After a long minute the girl asked, “What happened?”
He sighed again. “It took me too long to get home. You know how it is. The roads, the crowds, the walkers, the nukes. By the time I made it to my uncle’s place there was nothing but burned fields and ashes where his house was.”
“Your…your family…? Were they in the…you know?”
Ledger shook his head. “No. There were no bones. I looked. God help me I really looked. And the thing is, I don’t even know if my wife made it to my uncle’s place or not. Communication was lousy even in the first few days. I know she was going there, but that’s all I know.”
“What did you do?” The girl still held the knife, but no longer raised to strike. Instead she clutched it to her chest. Baskerville laid down and placed his big head on his front paws.
“I think I went a little crazy,” said Ledger. “I looked everywhere I could, went to every refugee camp and rescue station. Spent months doing that. And then there was a while where I think I was out of my head.”
Baskerville whined softly as if he understood.

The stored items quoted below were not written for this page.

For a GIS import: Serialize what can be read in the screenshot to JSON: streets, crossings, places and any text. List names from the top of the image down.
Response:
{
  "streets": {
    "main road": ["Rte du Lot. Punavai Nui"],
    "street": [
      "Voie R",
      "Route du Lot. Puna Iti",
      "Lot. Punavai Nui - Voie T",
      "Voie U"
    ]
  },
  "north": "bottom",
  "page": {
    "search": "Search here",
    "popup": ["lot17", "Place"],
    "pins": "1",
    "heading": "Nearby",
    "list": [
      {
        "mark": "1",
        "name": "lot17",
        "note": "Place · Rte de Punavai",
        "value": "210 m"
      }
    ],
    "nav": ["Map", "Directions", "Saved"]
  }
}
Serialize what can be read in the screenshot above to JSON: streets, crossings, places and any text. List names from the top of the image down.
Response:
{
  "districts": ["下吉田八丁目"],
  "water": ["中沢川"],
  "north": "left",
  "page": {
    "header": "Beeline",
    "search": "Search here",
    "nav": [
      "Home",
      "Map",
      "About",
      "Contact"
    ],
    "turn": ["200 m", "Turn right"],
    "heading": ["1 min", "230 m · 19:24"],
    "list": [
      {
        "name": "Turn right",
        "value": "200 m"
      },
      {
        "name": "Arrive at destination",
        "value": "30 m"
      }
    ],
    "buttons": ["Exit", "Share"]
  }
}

“He helped me get through it all,” said Ledger. “Big goof of a dog gave me a reason to keep moving, keep fighting, keep going.”

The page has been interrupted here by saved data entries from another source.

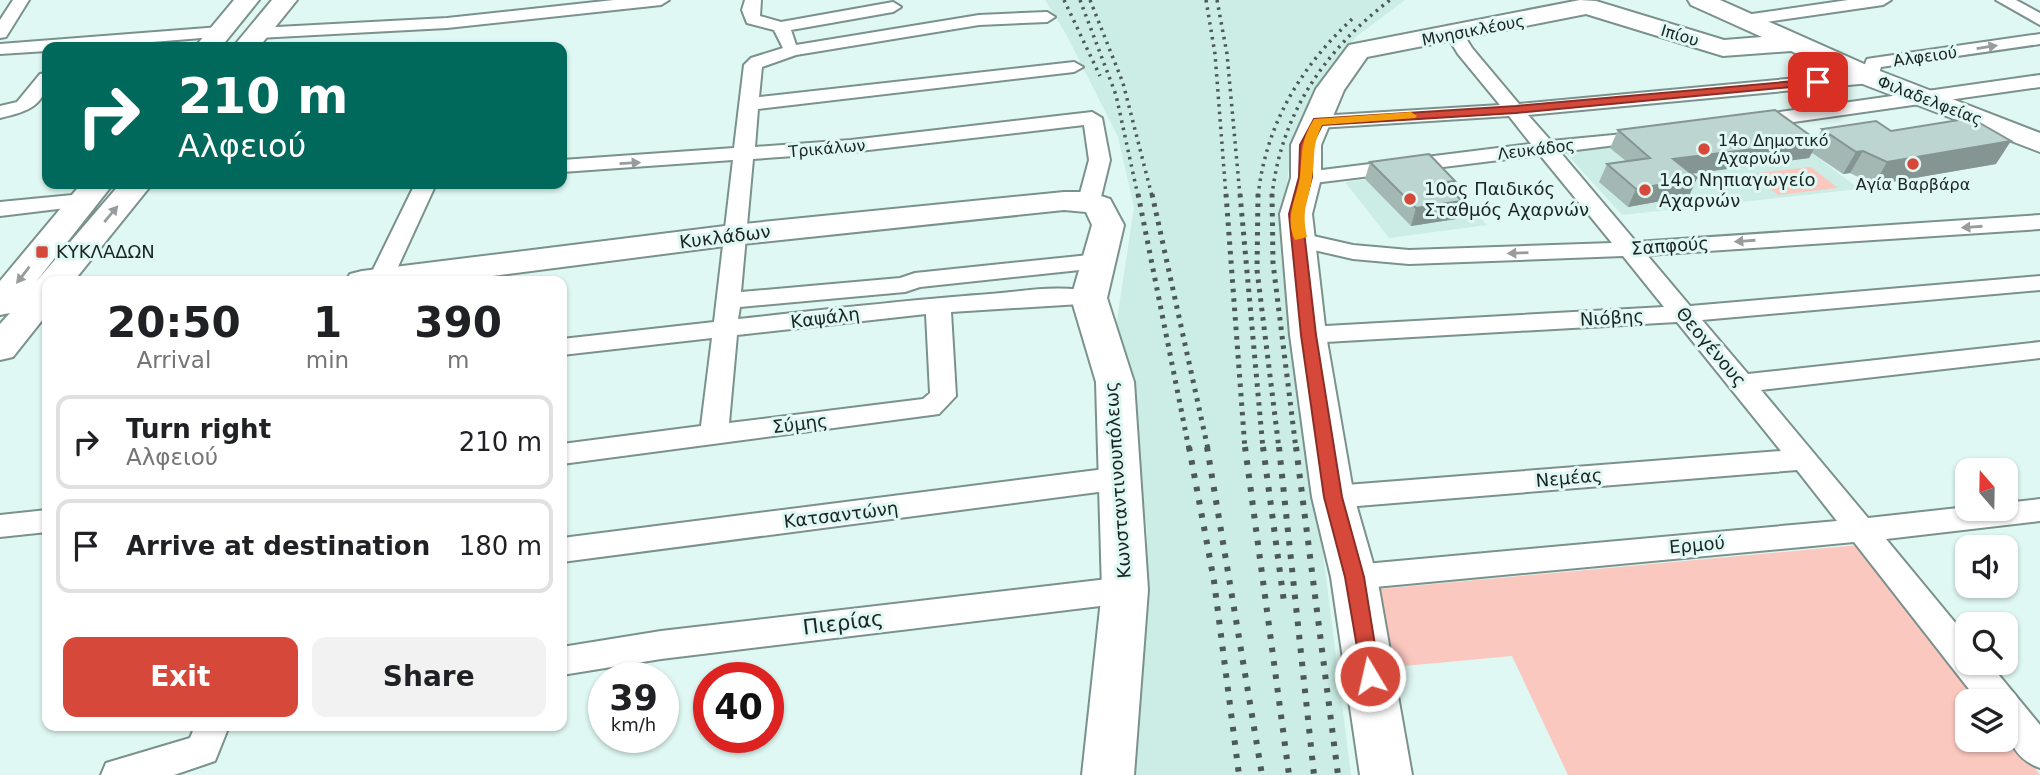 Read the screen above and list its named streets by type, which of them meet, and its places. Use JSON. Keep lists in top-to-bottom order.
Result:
{
  "streets": {
    "street": [
      "Μνησικλέους",
      "Ιπίου",
      "Αλφειού",
      "Φιλαδελφείας",
      "Τρικάλων",
      "Λευκάδος",
      "Κυκλάδων",
      "Σαπφούς",
      "Καψάλη",
      "Νιόβης",
      "Θεογένους",
      "Σύμης",
      "Νεμέας",
      "Κωνσταντινουπόλεως",
      "Κατσαντώνη",
      "Ερμού",
      "Πιερίας"
    ]
  },
  "crossings": [
    ["Μνησικλέους", "Ιπίου"],
    ["Μνησικλέους", "Αλφειού"],
    ["Μνησικλέους", "Θεογένους"],
    ["Ιπίου", "Φιλαδελφείας"],
    ["Αλφειού", "Φιλαδελφείας"],
    ["Αλφειού", "Θεογένους"],
    ["Τρικάλων", "Κυκλάδων"],
    ["Λευκάδος", "Θεογένους"],
    ["Σαπφούς", "Θεογένους"],
    ["Καψάλη", "Σύμης"],
    ["Καψάλη", "Κωνσταντινουπόλεως"],
    ["Νιόβης", "Θεογένους"],
    ["Θεογένους", "Νεμέας"],
    ["Θεογένους", "Ερμού"],
    ["Κωνσταντινουπόλεως", "Κατσαντώνη"],
    ["Κωνσταντινουπόλεως", "Πιερίας"]
  ],
  "places": {
    "other": [
      "14ο Δημοτικό Αχαρνών",
      "Αγία Βαρβάρα",
      "14ο Νηπιαγωγείο Αχαρνών",
      "10ος Παιδικός Σταθμός Αχαρνών"
    ],
    "transit": ["ΚΥΚΛΑΔΩΝ"]
  },
  "north": "top",
  "page": {
    "turn": ["210 m", "Αλφειού"],
    "eta": [
      "20:50",
      "Arrival",
      "1",
      "min",
      "390",
      "m"
    ],
    "list": [
      {
        "name": "Turn right",
        "note": "Αλφειού",
        "value": "210 m"
      },
      {
        "name": "Arrive at destination",
        "value": "180 m"
      }
    ],
    "buttons": ["Exit", "Share"],
    "speed": "39 km/h",
    "limit": "40"
  }
}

The girl looked at the dog for a moment. If Ledger had wanted to he could have reached over and plucked the knife out of her hand, but he did not.
“His name’s Baskerville? Like in the book?”
“Yup.”
The girl nodded, and they sat for a moment. A breeze stirred the corn and starlings flew overhead.
“Lindsey,” she said.
“What?” asked Ledger.
“My name’s Lindsey. Lindsey Brewer-Munoz.”
Ledger smiled. “Good to know you, Lindsey Brewer-Munoz.”
“You’re…Mr. Ledger?”
“Captain Joseph Edwin Ledger,” he said. “My friends call me Joe.”
She nodded but did not repeat his name.
“How long have you been alone?” he asked.
Her answer was a stubborn shake of the head. It wasn’t information she wanted to share. Not yet. He accepted that, letting her set the rules.
“When did you meet those NKK lamebrains?”
Lindsey looked away and down. “This morning. Only a couple hours ago. I ran away and…” She shook her head again.
“They didn’t mess with you?” he asked.
“No. They were…they were…”
She didn’t finish the sentence and he didn’t need to know what threats or promises the dead men had made.
“They’re gone,” he said.
Lindsey turned slowly and stared at him. She had very green eyes. “You killed all of them? All four?”
“We did,” corrected Joe, nodding to Baskerville. “And I’m sorry if you saw any of it.”
“Good,” she said, and her pretty young face instantly became a mask of such utter hatred that Ledger almost recoiled. It saddened him, hurt him deeply to see so much contempt on a young woman’s face. On any human face. It hurt worse to know that this girl would live with the knowledge of what almost happened to her, and have to bear the fear of the very real possibility of it happening in the future. Her innocence, or a chunk of it, had already been stolen from her. She would never again be able to believe that the world was not, at least in part, a truly vile place. And Ledger wanted very badly to put that genie back in the bottle, to seal it up, to make it not so, but the world was the world. Wishing for a better one wasn’t going to change what had already happened.
He said, “I’m sorry.”
The girl held onto the knife and the moment, ugly and raw, stretched and stretched.
Suddenly Baskerville leapt to his feet.
At the same moment Ledger heard the sounds coming from off to their left. The swish of cornstalks.
And the moans.
He shot to his feet, too. “Stay close,” he ordered. There were more moans now. From their right. And more in front of them.
The dead were coming from all sides.
“Oh god,” cried Lindsey and, still clutching the knife, she broke and ran into the cornfield, vanishing from sight.
~11~
Rachael Elle
Rachael and Pablo walked beneath a canopy of green trees. The road seemed to never end, though the signs for the River station were becoming more and more frequent, and newer looking the further she traveled, which Rachael took as a sign she was moving in the right direction. But she still hadn’t seen any people, any survivors, which concerned her. It had been over a week since the last living person she’d run into, and she’d hoped the closer she got to some sort of sanctuary the more survivors she’d find.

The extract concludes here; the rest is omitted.